→ **WORK INSTRUCTION**: Which of the lines below hold "function"? Please return each one.

→ **SOURCE DATA**:

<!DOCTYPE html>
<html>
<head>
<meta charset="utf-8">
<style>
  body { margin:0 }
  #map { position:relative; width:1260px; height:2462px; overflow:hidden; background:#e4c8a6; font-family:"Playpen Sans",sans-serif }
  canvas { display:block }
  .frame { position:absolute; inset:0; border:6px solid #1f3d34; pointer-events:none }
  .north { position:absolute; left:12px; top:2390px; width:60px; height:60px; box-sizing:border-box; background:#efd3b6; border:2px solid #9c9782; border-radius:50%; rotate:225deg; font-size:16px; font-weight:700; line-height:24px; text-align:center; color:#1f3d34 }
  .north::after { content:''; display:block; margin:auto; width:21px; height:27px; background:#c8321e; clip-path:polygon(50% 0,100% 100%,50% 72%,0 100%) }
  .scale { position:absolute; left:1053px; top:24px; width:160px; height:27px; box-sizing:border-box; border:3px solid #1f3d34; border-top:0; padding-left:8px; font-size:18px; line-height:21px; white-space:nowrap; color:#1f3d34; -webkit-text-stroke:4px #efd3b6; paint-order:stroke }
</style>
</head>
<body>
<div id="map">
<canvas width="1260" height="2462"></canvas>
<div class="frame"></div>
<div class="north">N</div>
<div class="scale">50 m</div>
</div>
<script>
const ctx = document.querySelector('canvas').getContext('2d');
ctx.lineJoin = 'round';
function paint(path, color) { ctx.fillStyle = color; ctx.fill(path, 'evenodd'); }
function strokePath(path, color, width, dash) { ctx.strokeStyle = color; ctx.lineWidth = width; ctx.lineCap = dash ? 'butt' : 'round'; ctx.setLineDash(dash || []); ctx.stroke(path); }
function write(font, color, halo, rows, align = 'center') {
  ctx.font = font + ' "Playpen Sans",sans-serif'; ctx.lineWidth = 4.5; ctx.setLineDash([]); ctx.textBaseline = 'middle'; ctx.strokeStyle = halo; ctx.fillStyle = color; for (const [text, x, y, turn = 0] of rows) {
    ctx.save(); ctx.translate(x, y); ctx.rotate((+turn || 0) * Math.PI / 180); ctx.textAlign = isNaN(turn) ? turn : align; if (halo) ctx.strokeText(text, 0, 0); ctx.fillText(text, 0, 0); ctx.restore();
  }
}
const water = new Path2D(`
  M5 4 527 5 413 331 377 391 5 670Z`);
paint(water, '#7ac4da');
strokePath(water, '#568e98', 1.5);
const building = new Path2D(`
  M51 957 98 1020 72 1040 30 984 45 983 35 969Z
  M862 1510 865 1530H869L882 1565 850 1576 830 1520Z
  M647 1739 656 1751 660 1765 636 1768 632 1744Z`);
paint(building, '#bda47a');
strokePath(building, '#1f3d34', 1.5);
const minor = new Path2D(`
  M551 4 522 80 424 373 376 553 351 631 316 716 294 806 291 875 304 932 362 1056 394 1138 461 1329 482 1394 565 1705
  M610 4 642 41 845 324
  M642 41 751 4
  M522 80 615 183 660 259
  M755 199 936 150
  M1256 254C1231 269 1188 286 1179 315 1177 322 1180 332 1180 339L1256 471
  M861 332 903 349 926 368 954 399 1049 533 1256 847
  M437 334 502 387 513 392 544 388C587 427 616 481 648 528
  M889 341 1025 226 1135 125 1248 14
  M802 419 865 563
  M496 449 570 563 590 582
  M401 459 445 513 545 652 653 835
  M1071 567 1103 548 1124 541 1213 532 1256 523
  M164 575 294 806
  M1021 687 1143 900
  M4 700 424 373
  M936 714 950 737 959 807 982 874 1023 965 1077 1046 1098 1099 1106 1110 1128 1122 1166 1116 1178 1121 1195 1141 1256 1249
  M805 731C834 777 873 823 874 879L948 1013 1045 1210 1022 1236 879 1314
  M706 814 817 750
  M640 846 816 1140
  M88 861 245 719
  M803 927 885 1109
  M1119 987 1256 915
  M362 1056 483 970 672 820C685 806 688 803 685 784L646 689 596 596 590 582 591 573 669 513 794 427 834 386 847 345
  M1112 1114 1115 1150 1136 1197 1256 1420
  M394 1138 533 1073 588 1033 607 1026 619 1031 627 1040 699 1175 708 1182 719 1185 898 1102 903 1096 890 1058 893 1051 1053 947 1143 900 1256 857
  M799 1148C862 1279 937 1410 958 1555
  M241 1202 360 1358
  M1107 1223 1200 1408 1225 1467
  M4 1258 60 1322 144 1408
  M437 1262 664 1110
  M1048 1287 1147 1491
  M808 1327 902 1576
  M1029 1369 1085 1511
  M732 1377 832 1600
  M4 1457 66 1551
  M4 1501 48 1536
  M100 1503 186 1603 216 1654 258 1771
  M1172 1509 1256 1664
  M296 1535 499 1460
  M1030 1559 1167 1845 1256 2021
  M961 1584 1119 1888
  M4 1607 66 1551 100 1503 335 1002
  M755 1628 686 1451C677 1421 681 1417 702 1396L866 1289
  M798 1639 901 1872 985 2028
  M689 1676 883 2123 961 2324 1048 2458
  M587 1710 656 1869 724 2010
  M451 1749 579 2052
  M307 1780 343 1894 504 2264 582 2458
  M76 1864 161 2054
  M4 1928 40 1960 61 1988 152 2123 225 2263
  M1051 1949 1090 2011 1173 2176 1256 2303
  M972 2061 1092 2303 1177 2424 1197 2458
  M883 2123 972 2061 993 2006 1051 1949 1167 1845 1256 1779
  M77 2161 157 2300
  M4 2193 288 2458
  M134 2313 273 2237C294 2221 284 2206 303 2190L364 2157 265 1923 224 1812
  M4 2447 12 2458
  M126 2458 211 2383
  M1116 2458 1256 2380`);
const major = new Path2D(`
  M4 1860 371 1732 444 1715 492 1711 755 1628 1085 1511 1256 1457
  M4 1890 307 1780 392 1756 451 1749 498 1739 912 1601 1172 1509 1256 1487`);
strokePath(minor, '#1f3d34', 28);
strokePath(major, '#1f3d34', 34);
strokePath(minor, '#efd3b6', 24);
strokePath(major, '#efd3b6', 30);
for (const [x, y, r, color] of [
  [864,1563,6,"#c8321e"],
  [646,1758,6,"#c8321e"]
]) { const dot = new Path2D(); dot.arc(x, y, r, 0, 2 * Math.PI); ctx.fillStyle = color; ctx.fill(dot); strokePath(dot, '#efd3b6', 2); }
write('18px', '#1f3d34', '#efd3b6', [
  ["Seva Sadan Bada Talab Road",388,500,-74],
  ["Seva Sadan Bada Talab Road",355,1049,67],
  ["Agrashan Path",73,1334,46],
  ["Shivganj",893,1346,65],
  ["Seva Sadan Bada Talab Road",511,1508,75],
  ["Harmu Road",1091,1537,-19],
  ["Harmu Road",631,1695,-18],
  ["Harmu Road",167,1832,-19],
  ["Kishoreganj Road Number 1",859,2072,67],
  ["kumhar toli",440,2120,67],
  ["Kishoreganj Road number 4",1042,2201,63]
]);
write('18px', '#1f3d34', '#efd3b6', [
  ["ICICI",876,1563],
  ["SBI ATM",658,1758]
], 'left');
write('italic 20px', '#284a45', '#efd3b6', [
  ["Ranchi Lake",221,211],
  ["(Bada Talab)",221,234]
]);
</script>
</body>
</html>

→ **TASK OUTPUT**:
function paint(path, color) { ctx.fillStyle = color; ctx.fill(path, 'evenodd'); }
function strokePath(path, color, width, dash) { ctx.strokeStyle = color; ctx.lineWidth = width; ctx.lineCap = dash ? 'butt' : 'round'; ctx.setLineDash(dash || []); ctx.stroke(path); }
function write(font, color, halo, rows, align = 'center') {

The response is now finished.